ABOUT THIS EXERCISE: Below this line is the material. Write out only its lines from the one containing "function write(font, color, halo, rows, align" through the one containing "[1360,805,1360,1027,1289,865]", both kept, exactly.

....

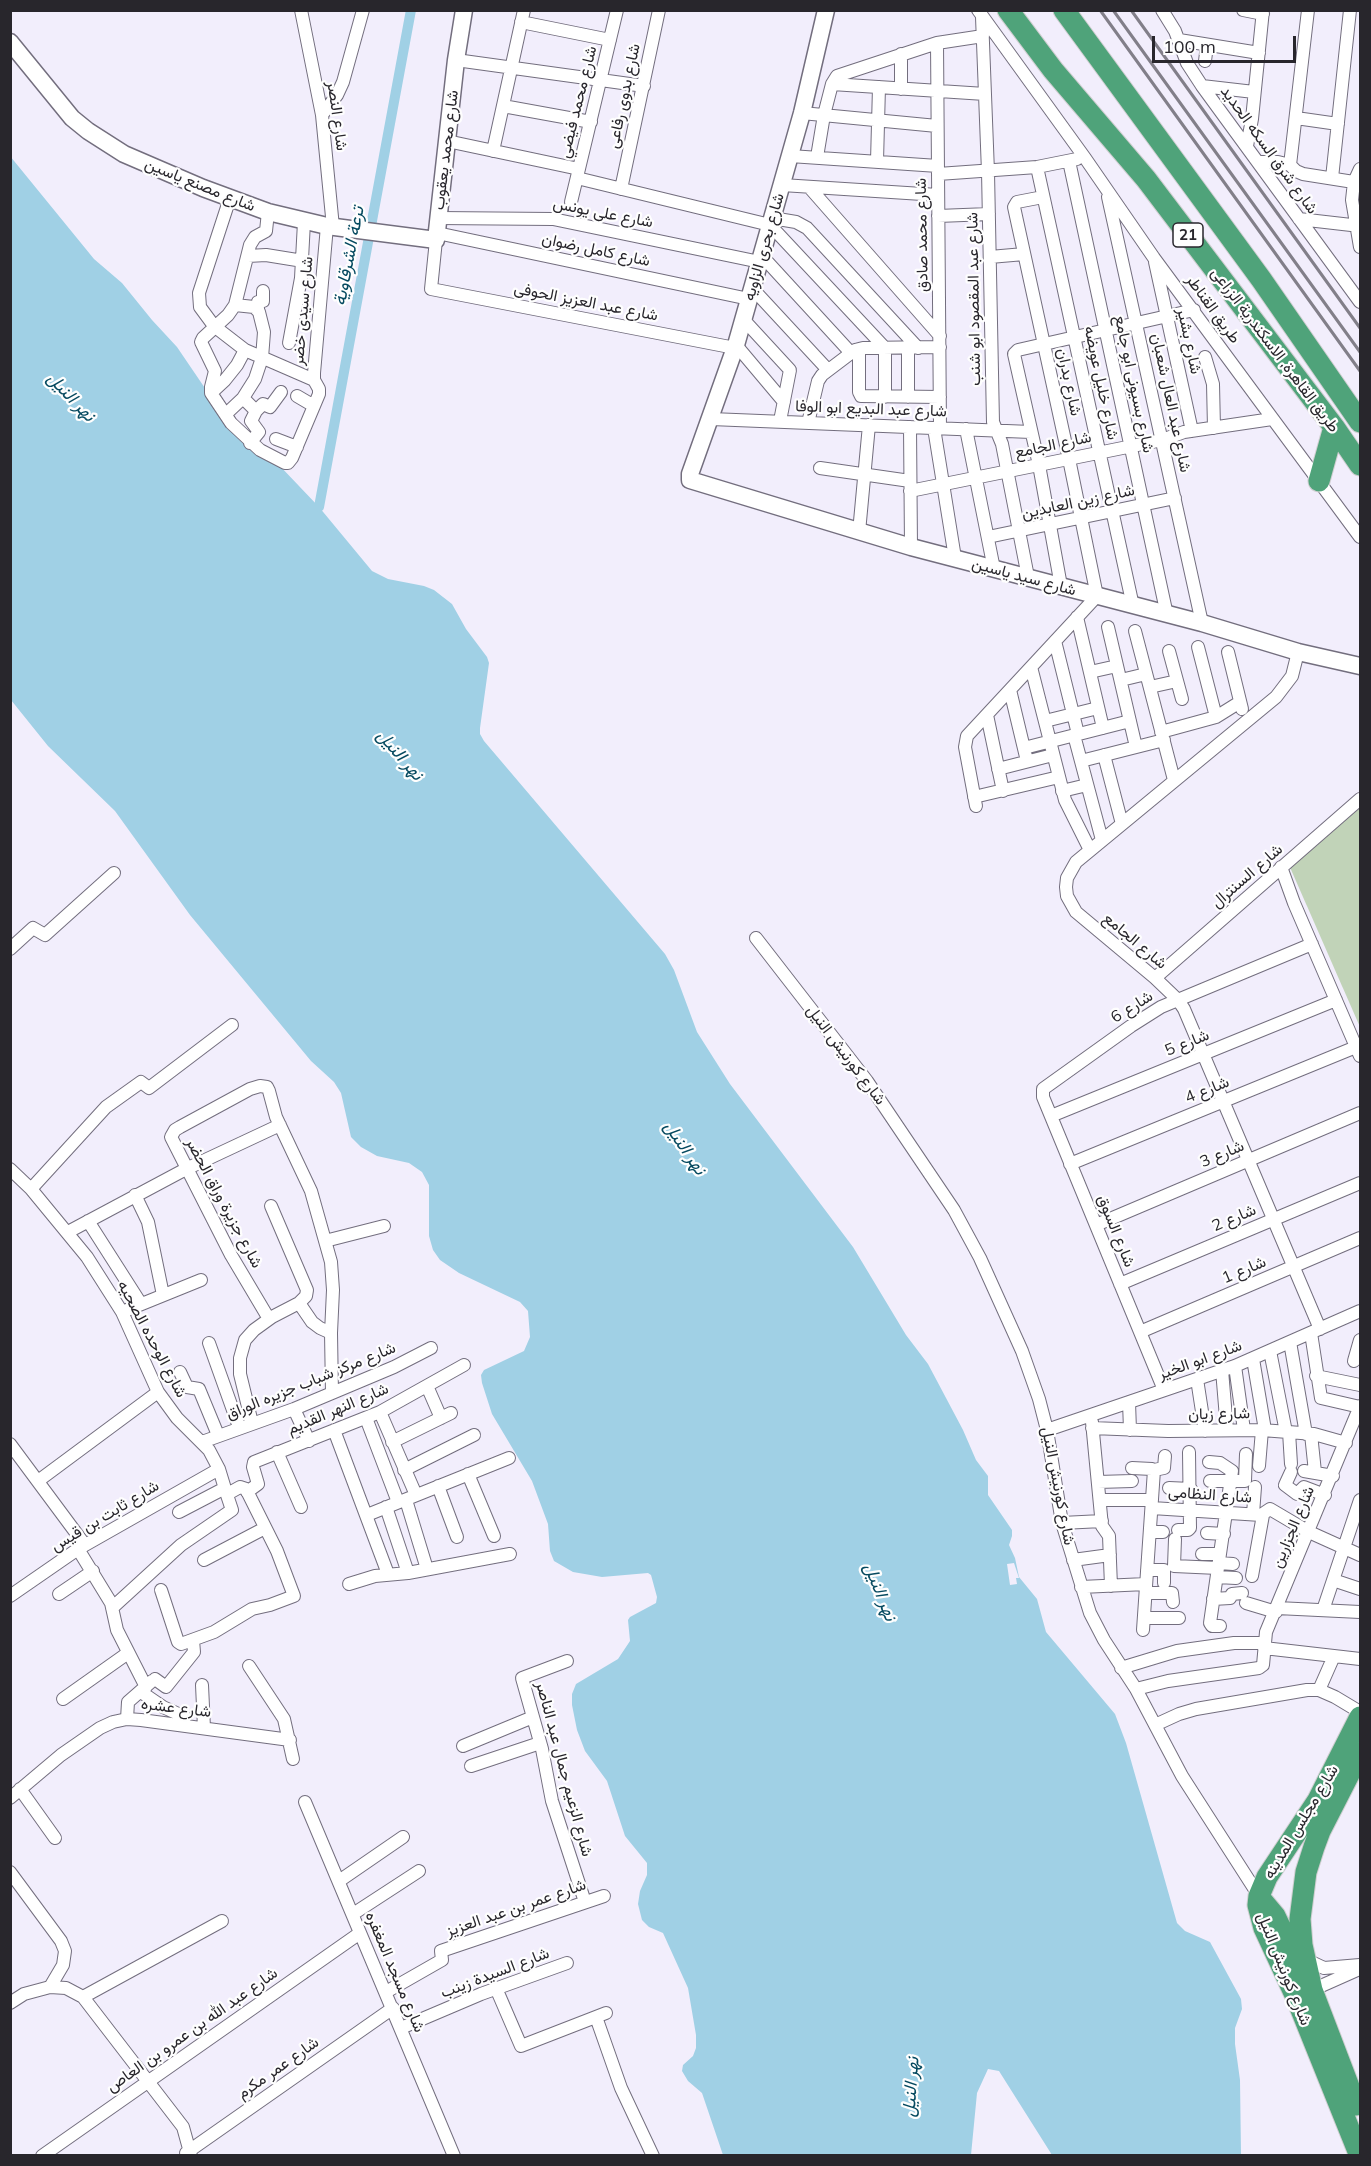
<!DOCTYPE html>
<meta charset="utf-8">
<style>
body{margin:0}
#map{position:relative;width:1371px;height:2166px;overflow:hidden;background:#f2eefc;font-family:Mulish,sans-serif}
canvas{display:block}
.frame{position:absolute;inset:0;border:12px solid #28262c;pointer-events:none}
.scale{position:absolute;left:1152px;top:36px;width:144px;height:27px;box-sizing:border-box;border:3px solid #28262c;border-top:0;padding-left:8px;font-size:18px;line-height:21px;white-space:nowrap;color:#28262c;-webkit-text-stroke:4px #fefefe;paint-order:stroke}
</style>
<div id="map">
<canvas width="1371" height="2166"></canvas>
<div class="frame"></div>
<div class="scale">100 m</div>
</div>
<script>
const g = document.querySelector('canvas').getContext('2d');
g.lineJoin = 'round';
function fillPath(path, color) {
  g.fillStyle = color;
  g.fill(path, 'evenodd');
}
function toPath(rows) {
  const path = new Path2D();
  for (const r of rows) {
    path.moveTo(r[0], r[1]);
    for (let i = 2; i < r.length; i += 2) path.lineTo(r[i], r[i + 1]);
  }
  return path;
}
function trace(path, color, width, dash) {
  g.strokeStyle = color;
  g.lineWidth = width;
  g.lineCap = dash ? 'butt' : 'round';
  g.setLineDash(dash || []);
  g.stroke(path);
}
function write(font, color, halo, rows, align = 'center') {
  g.font = font + ' Mulish,Vazirmatn,sans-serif';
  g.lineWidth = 4.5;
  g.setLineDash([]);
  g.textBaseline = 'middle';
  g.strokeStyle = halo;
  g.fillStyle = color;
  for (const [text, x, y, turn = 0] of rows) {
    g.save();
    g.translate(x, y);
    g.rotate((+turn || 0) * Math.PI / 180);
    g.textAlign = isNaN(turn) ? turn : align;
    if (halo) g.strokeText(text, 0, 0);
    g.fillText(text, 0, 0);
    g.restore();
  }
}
const green = toPath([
 [1360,805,1360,1027,1289,865]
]);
const water = toPath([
 [10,156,94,259,122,283,152,320,177,347,230,425,250,449,279,465,319,507,372,571,388,579,424,586,434,590,452,604,466,629,487,657,489,663,480,728,480,734,484,741,665,954,674,970,697,1032,730,1084,853,1247,906,1335,928,1364,963,1430,976,1460,988,1476,988,1495,1012,1530,1012,1536,1009,1545,1015,1558,1019,1577,1037,1599,1046,1632,1115,1714,1126,1743,1177,1923,1185,1931,1210,1942,1241,1999,1242,2009,1235,2028,1235,2044,1240,2080,1241,2155,1052,2155,999,2071,988,2069,977,2093,971,2155,723,2155,702,2093,688,2081,682,2071,683,2065,693,2056,696,2048,696,2035,688,1988,663,1933,649,1927,642,1920,638,1904,640,1891,647,1875,647,1863,625,1836,607,1781,585,1751,577,1730,572,1705,572,1694,576,1684,618,1659,630,1641,628,1620,630,1617,656,1603,657,1597,651,1575,648,1573,602,1577,573,1572,554,1561,550,1551,548,1524,532,1481,492,1414,482,1383,481,1375,484,1370,524,1351,530,1337,528,1311,520,1302,459,1273,440,1260,433,1250,429,1236,429,1185,422,1172,409,1163,377,1156,361,1147,351,1137,341,1093,334,1082,311,1061,190,915,115,811,48,746,11,700]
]);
const pier = toPath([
 [1014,1563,1019,1578,1016,1578,1017,1584,1010,1585,1007,1564]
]);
const canal = toPath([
 [319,507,411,10]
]);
const street = toPath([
 [301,10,322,115,333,227],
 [978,10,1085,158,1154,258,1360,537],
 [1162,10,1175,31,1187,63,1202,86,1360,302],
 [1243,10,1263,14],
 [982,17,988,172,993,422,1002,444,1028,577],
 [521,22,610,40],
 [1179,40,1259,53],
 [937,43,940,428],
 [901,54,901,89],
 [456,60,644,86],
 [1205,61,1207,45],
 [832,84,985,94],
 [1202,86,1254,92],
 [503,106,591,122],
 [802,113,937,126],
 [322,115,337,95,343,82,363,10],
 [1296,118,1338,124],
 [447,141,579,169],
 [1247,146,1252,119,1263,10],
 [493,151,524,10],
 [790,156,938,166],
 [817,157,824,115,832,84,837,76,937,43,983,36],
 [877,161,879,87],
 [1069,161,1167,615],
 [1258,162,1278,162,1290,165,1296,171,1303,174,1360,183],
 [1290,165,1308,10],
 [1037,167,1133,606],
 [1360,169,1354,182,1352,200,1360,247],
 [938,174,1037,167,1077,159],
 [577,178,770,225,885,348,885,397],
 [1332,178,1350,10],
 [782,185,938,195],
 [809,187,940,336],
 [621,189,659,10],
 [1108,197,1202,623],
 [230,198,199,293,200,307,214,326,245,350,314,380],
 [571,202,617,10],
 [268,212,266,231,255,237,250,245,235,305,228,315,203,338,201,342,215,371,211,387,211,393,231,423,260,450,285,463,288,463,292,458,319,394,319,389,314,380,314,373,327,226],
 [938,216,989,214],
 [438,218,553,219,760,262],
 [772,218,796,222,807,228,918,348],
 [1299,219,1360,226],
 [437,233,749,299],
 [436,240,431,289,735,348],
 [248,256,266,255,303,261],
 [762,256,851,353],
 [990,257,1024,254],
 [1155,262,1192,431],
 [752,288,828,370],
 [258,310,258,302,263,301,263,291],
 [743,319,790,370,780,421],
 [289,343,301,278,304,222],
 [736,345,784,402],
 [908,348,908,397],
 [859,349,859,392,861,396,940,397],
 [1205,357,1213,384,1214,428],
 [211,393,225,380,237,365,245,350],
 [297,396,314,406],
 [243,398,256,411,251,421,259,432,250,443],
 [256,411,263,404,270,407,281,392],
 [226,414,243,398,255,379,262,358,264,332,259,312,254,307,235,305],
 [711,419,1031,432],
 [808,423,818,381,822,375,855,350,863,348,940,347],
 [910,427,911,547],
 [934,428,955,558],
 [966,429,994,569],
 [276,439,297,447],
 [820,468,910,481],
 [910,491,1162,440,1184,432,1272,419],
 [859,532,869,425],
 [988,537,1175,498],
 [1061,586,1039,465,1014,354,1018,350,1194,310],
 [1077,617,1103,728],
 [1108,627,1136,747],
 [1135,631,1174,780],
 [1055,641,1078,734],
 [1198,647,1216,717],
 [1169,651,1182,699],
 [1228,652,1242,709],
 [1298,652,1292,676,1276,697,1076,862,1067,878,1066,887,1067,896,1076,912,1155,978,1178,1000,1184,1009,1320,1329],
 [1031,667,1065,800,1090,850],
 [1090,672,1117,666],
 [1121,680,1146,674],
 [1150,687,1177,681],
 [1010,690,1027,761],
 [987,715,1003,791],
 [1045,721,1098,708],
 [1161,732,1216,717,1240,702],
 [1074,735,1102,840],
 [1024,748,1130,721],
 [1104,755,1122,824],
 [1081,761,1164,740],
 [998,769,1053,755],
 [1062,791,1087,785],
 [974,797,1059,777],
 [976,806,965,747,967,736,1097,596,1069,459,1014,207,1017,202,1043,197],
 [1281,867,1294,903,1360,1056],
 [756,938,867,1081,954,1210,980,1258,1022,1351,1039,1399,1047,1430,1062,1523,1090,1613,1104,1640,1136,1689,1182,1776,1259,1896],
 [10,949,33,928,45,935,114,873],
 [1155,978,1360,799],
 [1051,1116,1336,1000],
 [1070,1164,1356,1047],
 [10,1169,31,1189,87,1257,122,1312,158,1392,177,1418,209,1450,219,1469,226,1492,231,1492,240,1487,246,1489,277,1551,294,1596,270,1605,252,1609,214,1632,181,1644,178,1642,161,1590],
 [31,1189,106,1107,141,1082,149,1088,232,1025],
 [135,1195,148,1222,163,1295],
 [271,1206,307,1290,306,1296,299,1303],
 [88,1221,141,1304],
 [1096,1225,1360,1113],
 [68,1232,186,1169,280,1125],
 [325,1241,384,1226],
 [1120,1284,1360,1183],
 [122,1312,201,1280],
 [269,1319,231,1255,171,1137,175,1130,180,1127,250,1089,260,1086,267,1087,269,1091,276,1117,311,1191,331,1262,333,1290,331,1333,332,1393],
 [1140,1332,1360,1238],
 [1311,1333,1321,1398,1360,1407],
 [1290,1342,1306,1434],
 [209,1343,239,1427],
 [1270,1351,1286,1432],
 [1253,1359,1265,1430],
 [1354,1361,1360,1340],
 [1235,1366,1244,1430],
 [1222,1370,1227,1430],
 [180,1372,187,1387,199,1389,218,1435],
 [1316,1376,1360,1385],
 [1197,1379,1205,1431],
 [427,1386,441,1418],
 [1164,1390,1043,1097,1043,1089,1131,1026,1161,1007,1312,944],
 [1129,1402,1130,1430],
 [294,1409,309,1441],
 [380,1412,416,1495],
 [366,1418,398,1502],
 [1092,1422,1102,1526,1109,1536,1111,1586],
 [252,1423,240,1374,240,1358,245,1340,254,1330,272,1317,299,1303,312,1322,320,1328,331,1333],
 [1092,1428,1168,1431,1262,1430,1314,1434,1346,1443],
 [334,1430,388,1574],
 [1047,1430,1235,1366,1360,1311],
 [1289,1432,1291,1464],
 [1311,1434,1315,1472],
 [202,1442,294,1409,394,1367,431,1348],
 [392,1442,451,1413],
 [10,1444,85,1545],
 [277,1452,301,1507],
 [1209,1462,1220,1463,1232,1471,1210,1623,1212,1626,1220,1626],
 [1259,1466,1262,1430],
 [1132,1468,1152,1469,1154,1470,1143,1630],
 [404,1470,474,1435],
 [1154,1470,1164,1468,1165,1456],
 [1304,1471,1333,1476],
 [1291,1472,1285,1485,1297,1494,1304,1487,1325,1495],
 [468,1474,494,1536],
 [38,1481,158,1392],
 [1210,1481,1245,1481,1246,1454],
 [1098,1482,1132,1481],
 [438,1486,457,1537],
 [1169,1488,1191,1489],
 [247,1492,258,1484,253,1467,254,1462,380,1412,464,1365],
 [406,1500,427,1569],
 [1100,1500,1152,1500],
 [386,1507,408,1573],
 [1152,1508,1261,1515,1270,1509,1309,1532,1360,1555],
 [179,1512,225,1488],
 [1253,1514,1255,1487],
 [367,1515,509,1458],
 [1062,1523,1102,1521],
 [1178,1530,1188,1530,1190,1528,1189,1452],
 [1150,1532,1163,1532],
 [1207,1533,1224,1534],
 [1175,1539,1174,1566,1218,1568],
 [78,1549,111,1603,117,1630,146,1687],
 [1202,1554,1220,1554],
 [204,1560,265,1528],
 [1073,1560,1110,1555],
 [1219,1563,1233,1564],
 [1147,1570,1164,1570,1164,1583],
 [1252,1576,1263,1515],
 [1217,1577,1236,1578],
 [1333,1580,1360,1589],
 [349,1584,375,1576,408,1573,510,1554],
 [1081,1587,1146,1584],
 [1146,1593,1172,1593,1173,1602],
 [59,1594,93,1571],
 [10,1596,78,1549,219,1469],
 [1213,1599,1230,1598,1232,1594,1242,1593],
 [1246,1603,1276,1612],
 [112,1608,181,1545,232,1510,226,1492],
 [1277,1608,1360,1612],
 [1323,1610,1360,1500],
 [1144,1618,1179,1618],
 [1264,1648,1360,1659],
 [567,1661,522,1678,542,1749,552,1801,585,1902],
 [249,1666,284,1719,293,1759],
 [1121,1668,1177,1651,1234,1643,1264,1643],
 [155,1679,166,1687,194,1652,193,1640],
 [202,1685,204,1728],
 [1136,1689,1168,1681,1259,1668,1263,1665,1266,1632,1360,1406],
 [1319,1690,1334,1656],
 [141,1692,163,1707,185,1717],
 [63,1699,128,1653],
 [127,1719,128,1702,152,1681],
 [1155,1725,1179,1714,1196,1709,1307,1690,1319,1690,1335,1697,1360,1712],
 [463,1746,533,1717],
 [471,1766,540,1743],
 [20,1789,55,1838],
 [10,1798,61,1755,100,1728,113,1722,127,1719,141,1720,290,1740],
 [305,1802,454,2156],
 [10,1872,61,1941,65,1951,63,1965,50,1987],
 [339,1881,403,1837],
 [353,1914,419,1871],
 [1305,1959,1324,1968,1360,1965],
 [496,1988,521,2046,606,2013],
 [1312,1990,1357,1970],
 [386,1992,442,1960,441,1951,604,1896],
 [83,1997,222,1921],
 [10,2003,24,1994,50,1987,66,1988,83,1997,183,2127,191,2156],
 [596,2017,621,2088,653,2156],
 [401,2028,481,1994,567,1963],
 [186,2153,393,2008],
 [42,2156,360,1933]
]);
const secondary = toPath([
 [826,10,802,113,736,345,690,474,690,480,911,547,1202,623,1298,652,1360,666],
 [10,42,72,118,88,131,124,154,203,188,268,212,327,226,436,240,456,60,464,10]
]);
const highway = toPath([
 [1008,10,1053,70,1146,179,1334,427,1360,465],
 [1064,10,1261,279,1360,422],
 [1319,481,1334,427],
 [1259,1897,1275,1916,1300,1968],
 [1356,2105,1312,1990,1302,1945,1300,1919,1306,1872,1314,1847,1320,1831,1360,1753],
 [1360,2156,1296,1997,1264,1928,1258,1905,1259,1896,1267,1877,1318,1800,1360,1717]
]);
const rail = toPath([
 [1100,10,1360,371],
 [1113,10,1360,352],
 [1131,10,1360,328]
]);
const shields = [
 [1188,235,30]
];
const shieldNames = [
 ["21",1188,235]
];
const streetNames = [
 ["شارع بدوى رفاعى",624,96,-78],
 ["شارع محمد فيضي",578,102,-76],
 ["شارع النصر",337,116,82],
 ["شارع محمد يعقوب",446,150,-83],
 ["شارع شرق السكه الحديد",1269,150,54],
 ["شارع مصنع ياسين",200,185,22],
 ["شارع على يونس",603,213,11],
 ["شارع محمد صادق",922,235,-91],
 ["شارع بحرى الزاويه",764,247,-74],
 ["شارع كامل رضوان",596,250,12],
 ["شارع عبد المقصود ابو شنب",974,299,-91],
 ["شارع عبد العزيز الحوفى",586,302,11],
 ["طريق القناطر",1213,309,54],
 ["شارع سيدى خضر",303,311,-85],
 ["شارع بشير",1189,341,78],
 ["طريق القاهرة, الاسكندرية الزراعى",1275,350,53],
 ["شارع بدران",1069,382,78],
 ["شارع خليل عويضه",1101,383,78],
 ["شارع بسيونى ابو جامع",1134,384,78],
 ["شارع عبد العال شعبان",1171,403,78],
 ["شارع عبد البديع ابو الوفا",871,409,2],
 ["شارع الجامع",1053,445,-12],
 ["شارع زين العابدين",1078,502,-12],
 ["شارع سيد ياسين",1024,577,15],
 ["شارع السنترال",1247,876,-41],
 ["شارع الجامع",1135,941,40],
 ["شارع 6",1132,1007,-32],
 ["شارع 5",1187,1043,-22],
 ["شارع كورنيش النيل",846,1055,53],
 ["شارع 4",1207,1090,-22],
 ["شارع 3",1222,1154,-23],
 ["شارع جزيرة وراق الحضر",224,1203,62],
 ["شارع 2",1234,1218,-23],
 ["شارع السوق",1116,1231,68],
 ["شارع 1",1244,1270,-23],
 ["شارع الوحده الصحيه",152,1339,62],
 ["شارع ابو الخير",1200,1360,-20],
 ["شارع مركز شباب جزيره الوراق",311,1381,-22],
 ["شارع النهر القديم",338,1409,-23],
 ["شارع زيان",1219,1414,-1],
 ["شارع كورنيش النيل",1058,1486,79],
 ["شارع النظامى",1210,1495,4],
 ["شارع ثابت بن قيس",105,1516,-31],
 ["شارع الجزارين",1293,1527,-67],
 ["شارع عشره",176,1708,7],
 ["شارع الزعيم جمال عبد الناصر",564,1769,75],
 ["شارع مجلس المدينه",1301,1822,-59],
 ["شارع عمر بن عبد العزيز",516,1908,-19],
 ["شارع كورنيش النيل",1284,1969,68],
 ["شارع مسجد المغفره",395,1972,67],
 ["شارع السيدة زينب",495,1973,-21],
 ["شارع عبد الله بن عمرو بن العاص",192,2030,-35],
 ["شارع عمر مكرم",278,2068,-35]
];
const waterNames = [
 ["ترعة الشرقاوية",349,256,-79],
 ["نهر النيل",71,397,46],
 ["نهر النيل",400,755,49],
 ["نهر النيل",685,1148,56],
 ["نهر النيل",880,1592,68],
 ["نهر النيل",911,2087,-86]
];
fillPath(green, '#c1d3b8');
fillPath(water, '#a0d0e5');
fillPath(pier, '#f2eefc');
trace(canal, '#a0d0e5', 10);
trace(street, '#736e7e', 14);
trace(secondary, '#736e7e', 19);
trace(highway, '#d0cfd1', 23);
trace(street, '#fff', 12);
trace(secondary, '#fff', 16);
trace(highway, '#4fa37a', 21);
trace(rail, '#827f89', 3);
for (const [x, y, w] of shields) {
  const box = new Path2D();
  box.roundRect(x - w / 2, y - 12, w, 24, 4.5);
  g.fillStyle = '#fefefe';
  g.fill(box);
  trace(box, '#28262c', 1.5);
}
write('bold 15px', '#28262c', null, shieldNames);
write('16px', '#28262c', '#fefefe', streetNames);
write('italic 18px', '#064a60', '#fefefe', waterNames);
</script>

....

ANSWER AREA:
function write(font, color, halo, rows, align = 'center') {
  g.font = font + ' Mulish,Vazirmatn,sans-serif';
  g.lineWidth = 4.5;
  g.setLineDash([]);
  g.textBaseline = 'middle';
  g.strokeStyle = halo;
  g.fillStyle = color;
  for (const [text, x, y, turn = 0] of rows) {
    g.save();
    g.translate(x, y);
    g.rotate((+turn || 0) * Math.PI / 180);
    g.textAlign = isNaN(turn) ? turn : align;
    if (halo) g.strokeText(text, 0, 0);
    g.fillText(text, 0, 0);
    g.restore();
  }
}
const green = toPath([
 [1360,805,1360,1027,1289,865]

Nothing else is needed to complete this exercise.